There’s something about running that makes me feel like me. I can’t really define why, but anyone who runs knows what I mean. I’ll never be great at it, and I may never run a marathon, but I love hitting the pavement in my running shoes. Last summer, Jesse signed up to run the 24th of July 10k. He pulled a muscle a few weeks before the race, so I took his spot. I trained to run the 10k in just a few weeks, but it was kind of like riding a bike: my muscles remembered what they could do. It was awesome.

I traveled.

I’ve said it before, and I’ll say it again. Traveling nourishes my soul. It wakes me up. It makes me feel alive to the world around me. In 2011 I not only got to do some shorter trips with my little family, but I did the Florida trip with Jesse, traveled to Yorkshire, England, on a free trip (that I won – more on that later!) with Jesse, and spent a few days exploring historic Virginia with my sister Kate.

All in all, it was a good year!

2 Responses

  1. Mare,
    Why don’t we live closer to each other while we’re in this same stage of life?

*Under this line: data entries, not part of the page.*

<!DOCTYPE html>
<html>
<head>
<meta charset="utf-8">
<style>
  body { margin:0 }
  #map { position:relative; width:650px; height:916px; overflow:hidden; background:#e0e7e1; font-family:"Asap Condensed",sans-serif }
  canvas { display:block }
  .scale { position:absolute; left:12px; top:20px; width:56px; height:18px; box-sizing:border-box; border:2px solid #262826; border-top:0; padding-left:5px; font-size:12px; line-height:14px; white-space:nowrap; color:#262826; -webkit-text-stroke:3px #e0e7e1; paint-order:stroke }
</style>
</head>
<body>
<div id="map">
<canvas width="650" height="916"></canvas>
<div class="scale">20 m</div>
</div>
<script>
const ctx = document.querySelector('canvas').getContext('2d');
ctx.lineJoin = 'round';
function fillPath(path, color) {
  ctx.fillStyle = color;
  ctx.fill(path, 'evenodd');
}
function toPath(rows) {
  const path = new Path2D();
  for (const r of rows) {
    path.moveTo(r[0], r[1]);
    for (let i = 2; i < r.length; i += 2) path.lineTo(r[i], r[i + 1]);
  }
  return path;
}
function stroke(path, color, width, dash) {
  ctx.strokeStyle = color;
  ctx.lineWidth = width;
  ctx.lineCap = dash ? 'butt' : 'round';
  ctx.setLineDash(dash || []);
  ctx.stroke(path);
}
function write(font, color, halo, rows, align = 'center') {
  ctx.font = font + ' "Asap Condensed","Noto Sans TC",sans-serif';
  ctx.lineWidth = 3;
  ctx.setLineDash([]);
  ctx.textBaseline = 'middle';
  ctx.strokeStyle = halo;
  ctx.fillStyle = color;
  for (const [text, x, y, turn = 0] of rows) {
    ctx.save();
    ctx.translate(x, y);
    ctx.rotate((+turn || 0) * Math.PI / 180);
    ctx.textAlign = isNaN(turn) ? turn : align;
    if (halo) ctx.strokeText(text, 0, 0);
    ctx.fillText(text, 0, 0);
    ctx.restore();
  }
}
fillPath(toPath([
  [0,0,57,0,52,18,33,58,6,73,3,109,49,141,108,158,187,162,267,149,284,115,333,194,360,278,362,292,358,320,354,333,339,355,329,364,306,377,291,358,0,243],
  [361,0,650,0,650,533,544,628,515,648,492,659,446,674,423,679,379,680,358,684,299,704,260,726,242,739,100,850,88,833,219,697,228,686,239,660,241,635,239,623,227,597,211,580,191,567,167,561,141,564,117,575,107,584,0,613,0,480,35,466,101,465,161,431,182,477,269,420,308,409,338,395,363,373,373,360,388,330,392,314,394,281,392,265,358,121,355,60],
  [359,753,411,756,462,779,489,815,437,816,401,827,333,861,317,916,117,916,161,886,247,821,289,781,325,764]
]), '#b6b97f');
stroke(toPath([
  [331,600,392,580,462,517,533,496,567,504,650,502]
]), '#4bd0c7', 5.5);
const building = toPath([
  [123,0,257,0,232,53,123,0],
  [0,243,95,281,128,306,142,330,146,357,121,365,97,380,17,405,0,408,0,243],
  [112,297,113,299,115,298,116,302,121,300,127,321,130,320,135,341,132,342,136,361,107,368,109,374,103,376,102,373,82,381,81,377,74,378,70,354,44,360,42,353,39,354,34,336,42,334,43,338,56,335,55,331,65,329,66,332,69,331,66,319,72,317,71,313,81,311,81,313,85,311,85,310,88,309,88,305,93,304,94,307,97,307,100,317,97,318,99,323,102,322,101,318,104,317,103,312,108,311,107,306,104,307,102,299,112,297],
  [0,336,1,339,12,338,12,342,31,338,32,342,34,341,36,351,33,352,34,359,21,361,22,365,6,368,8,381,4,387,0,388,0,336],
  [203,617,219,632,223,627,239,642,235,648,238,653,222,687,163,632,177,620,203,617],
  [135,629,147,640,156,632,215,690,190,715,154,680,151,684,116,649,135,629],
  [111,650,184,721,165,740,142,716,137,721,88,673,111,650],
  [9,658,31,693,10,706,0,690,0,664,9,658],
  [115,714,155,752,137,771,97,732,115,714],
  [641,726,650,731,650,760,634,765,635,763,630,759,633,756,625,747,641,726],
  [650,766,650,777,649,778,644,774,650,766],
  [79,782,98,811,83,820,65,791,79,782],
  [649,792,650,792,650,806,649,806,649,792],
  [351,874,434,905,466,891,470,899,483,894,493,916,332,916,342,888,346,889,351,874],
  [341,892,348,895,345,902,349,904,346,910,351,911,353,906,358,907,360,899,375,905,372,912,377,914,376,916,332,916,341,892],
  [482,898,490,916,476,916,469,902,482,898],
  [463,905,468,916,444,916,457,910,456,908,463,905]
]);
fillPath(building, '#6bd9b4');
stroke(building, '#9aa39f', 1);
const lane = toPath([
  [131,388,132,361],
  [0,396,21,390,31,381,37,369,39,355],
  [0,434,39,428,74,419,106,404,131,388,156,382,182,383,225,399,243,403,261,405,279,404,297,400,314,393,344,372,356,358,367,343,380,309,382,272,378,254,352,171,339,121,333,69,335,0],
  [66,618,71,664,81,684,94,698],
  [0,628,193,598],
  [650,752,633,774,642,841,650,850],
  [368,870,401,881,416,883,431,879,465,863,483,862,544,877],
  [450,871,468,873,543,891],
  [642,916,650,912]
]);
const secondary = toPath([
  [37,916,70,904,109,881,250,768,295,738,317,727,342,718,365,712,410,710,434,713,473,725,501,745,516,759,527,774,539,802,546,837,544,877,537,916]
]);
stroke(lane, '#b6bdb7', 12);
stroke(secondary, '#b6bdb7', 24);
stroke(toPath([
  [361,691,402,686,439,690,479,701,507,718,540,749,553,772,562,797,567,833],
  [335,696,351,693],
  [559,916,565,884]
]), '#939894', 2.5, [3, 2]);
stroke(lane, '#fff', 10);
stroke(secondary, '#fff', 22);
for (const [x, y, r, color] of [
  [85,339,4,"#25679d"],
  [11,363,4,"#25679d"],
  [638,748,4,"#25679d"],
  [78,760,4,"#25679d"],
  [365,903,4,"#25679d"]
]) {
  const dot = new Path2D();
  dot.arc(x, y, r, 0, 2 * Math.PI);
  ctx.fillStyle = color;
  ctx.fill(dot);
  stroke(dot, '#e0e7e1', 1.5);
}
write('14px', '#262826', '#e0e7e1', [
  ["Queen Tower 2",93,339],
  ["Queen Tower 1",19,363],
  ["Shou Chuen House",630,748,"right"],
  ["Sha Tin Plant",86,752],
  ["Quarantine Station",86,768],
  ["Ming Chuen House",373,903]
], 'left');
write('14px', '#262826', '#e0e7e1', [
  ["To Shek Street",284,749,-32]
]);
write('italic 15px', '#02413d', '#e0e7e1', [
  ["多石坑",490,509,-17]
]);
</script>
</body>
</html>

I’m loving working part-time from home for my Salt Lake employer even though we moved–such a bonus to be wanted enough to be able to work part time and from home, right? Sometimes at the end of the day no matter how tired I am I put Cate to bed and LOOK FORWARD to turning on the computer and working till Sam gets home! And, well, I can relate to everything you said about pregnancy and weight gain/loss, etc. 60 lbs for me, too, as soon as Peter’s lease is up (three more weeks!!!).

    Nancy Major - May 30th, 2012 at 11:01 am
  2. Marianne. I love you! Keep writing. I have thought about this a lot. I have always looked forward to the day that I walk into a book store and there is a great novel with your name on it. I know it will come. I am just waiting. It will be amazing!